What to work on: Every line from the one with "For a GIS import: Convert" through the end of the material should be written out character for character. Lines before it are excluded.

The input:
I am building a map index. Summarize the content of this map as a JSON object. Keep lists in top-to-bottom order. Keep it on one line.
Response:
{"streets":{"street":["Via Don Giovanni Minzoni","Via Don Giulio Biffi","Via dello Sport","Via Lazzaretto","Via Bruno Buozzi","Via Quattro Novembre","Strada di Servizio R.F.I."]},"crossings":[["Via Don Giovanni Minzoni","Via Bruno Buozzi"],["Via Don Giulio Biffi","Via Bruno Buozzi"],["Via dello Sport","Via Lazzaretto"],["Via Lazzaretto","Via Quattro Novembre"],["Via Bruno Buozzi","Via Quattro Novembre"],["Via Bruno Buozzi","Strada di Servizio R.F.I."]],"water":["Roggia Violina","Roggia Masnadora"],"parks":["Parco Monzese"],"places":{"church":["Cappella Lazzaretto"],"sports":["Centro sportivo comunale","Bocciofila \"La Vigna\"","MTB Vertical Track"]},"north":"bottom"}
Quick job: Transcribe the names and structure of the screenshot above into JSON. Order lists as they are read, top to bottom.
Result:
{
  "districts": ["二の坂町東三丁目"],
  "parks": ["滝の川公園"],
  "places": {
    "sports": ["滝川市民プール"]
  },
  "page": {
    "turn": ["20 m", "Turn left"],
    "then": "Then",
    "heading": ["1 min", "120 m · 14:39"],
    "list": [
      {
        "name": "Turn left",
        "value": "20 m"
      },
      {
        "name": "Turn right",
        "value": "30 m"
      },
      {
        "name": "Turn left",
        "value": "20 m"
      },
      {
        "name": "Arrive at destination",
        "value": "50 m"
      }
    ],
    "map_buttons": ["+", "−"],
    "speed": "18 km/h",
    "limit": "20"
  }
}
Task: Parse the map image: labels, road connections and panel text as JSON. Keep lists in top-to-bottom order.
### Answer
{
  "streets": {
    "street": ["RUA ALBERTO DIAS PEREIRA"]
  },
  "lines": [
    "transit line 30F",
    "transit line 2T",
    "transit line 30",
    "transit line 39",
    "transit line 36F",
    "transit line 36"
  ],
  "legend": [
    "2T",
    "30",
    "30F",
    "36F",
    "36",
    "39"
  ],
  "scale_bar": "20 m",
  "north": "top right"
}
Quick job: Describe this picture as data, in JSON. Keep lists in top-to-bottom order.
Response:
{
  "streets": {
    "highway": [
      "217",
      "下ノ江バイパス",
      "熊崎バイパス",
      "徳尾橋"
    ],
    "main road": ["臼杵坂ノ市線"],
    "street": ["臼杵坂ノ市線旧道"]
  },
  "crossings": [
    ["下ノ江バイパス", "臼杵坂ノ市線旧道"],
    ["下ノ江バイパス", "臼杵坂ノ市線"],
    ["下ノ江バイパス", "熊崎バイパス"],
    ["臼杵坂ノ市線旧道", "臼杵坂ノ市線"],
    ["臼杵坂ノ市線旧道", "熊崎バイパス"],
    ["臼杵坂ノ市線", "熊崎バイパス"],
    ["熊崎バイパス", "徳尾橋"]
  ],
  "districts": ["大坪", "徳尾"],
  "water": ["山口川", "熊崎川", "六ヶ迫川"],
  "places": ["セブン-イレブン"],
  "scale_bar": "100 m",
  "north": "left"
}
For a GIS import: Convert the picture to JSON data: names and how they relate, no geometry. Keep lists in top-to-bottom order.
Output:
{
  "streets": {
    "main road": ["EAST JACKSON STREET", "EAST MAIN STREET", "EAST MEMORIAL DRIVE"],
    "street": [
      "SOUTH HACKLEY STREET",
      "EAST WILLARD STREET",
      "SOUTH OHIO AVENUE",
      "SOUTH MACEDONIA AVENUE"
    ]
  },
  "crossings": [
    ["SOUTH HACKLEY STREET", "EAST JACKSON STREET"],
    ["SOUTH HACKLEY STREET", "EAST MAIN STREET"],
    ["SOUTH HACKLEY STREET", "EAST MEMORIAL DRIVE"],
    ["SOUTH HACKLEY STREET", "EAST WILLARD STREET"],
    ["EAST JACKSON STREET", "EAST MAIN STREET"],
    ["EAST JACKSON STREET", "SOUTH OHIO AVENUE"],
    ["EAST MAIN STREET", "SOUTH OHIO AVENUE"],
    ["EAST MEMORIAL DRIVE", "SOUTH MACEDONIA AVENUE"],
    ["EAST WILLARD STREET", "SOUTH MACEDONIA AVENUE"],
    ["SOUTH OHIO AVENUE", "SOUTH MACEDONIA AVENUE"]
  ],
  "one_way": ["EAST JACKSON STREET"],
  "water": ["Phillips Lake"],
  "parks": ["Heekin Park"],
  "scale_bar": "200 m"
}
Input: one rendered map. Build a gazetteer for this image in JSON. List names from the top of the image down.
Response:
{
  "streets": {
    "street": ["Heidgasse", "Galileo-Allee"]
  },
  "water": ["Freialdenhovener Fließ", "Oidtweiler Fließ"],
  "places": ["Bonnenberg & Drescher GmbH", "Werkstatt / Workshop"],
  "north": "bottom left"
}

Solution to this exercise:
For a GIS import: Convert the picture to JSON data: names and how they relate, no geometry. Keep lists in top-to-bottom order.
Output:
{
  "streets": {
    "main road": ["EAST JACKSON STREET", "EAST MAIN STREET", "EAST MEMORIAL DRIVE"],
    "street": [
      "SOUTH HACKLEY STREET",
      "EAST WILLARD STREET",
      "SOUTH OHIO AVENUE",
      "SOUTH MACEDONIA AVENUE"
    ]
  },
  "crossings": [
    ["SOUTH HACKLEY STREET", "EAST JACKSON STREET"],
    ["SOUTH HACKLEY STREET", "EAST MAIN STREET"],
    ["SOUTH HACKLEY STREET", "EAST MEMORIAL DRIVE"],
    ["SOUTH HACKLEY STREET", "EAST WILLARD STREET"],
    ["EAST JACKSON STREET", "EAST MAIN STREET"],
    ["EAST JACKSON STREET", "SOUTH OHIO AVENUE"],
    ["EAST MAIN STREET", "SOUTH OHIO AVENUE"],
    ["EAST MEMORIAL DRIVE", "SOUTH MACEDONIA AVENUE"],
    ["EAST WILLARD STREET", "SOUTH MACEDONIA AVENUE"],
    ["SOUTH OHIO AVENUE", "SOUTH MACEDONIA AVENUE"]
  ],
  "one_way": ["EAST JACKSON STREET"],
  "water": ["Phillips Lake"],
  "parks": ["Heekin Park"],
  "scale_bar": "200 m"
}
Input: one rendered map. Build a gazetteer for this image in JSON. List names from the top of the image down.
Response:
{
  "streets": {
    "street": ["Heidgasse", "Galileo-Allee"]
  },
  "water": ["Freialdenhovener Fließ", "Oidtweiler Fließ"],
  "places": ["Bonnenberg & Drescher GmbH", "Werkstatt / Workshop"],
  "north": "bottom left"
}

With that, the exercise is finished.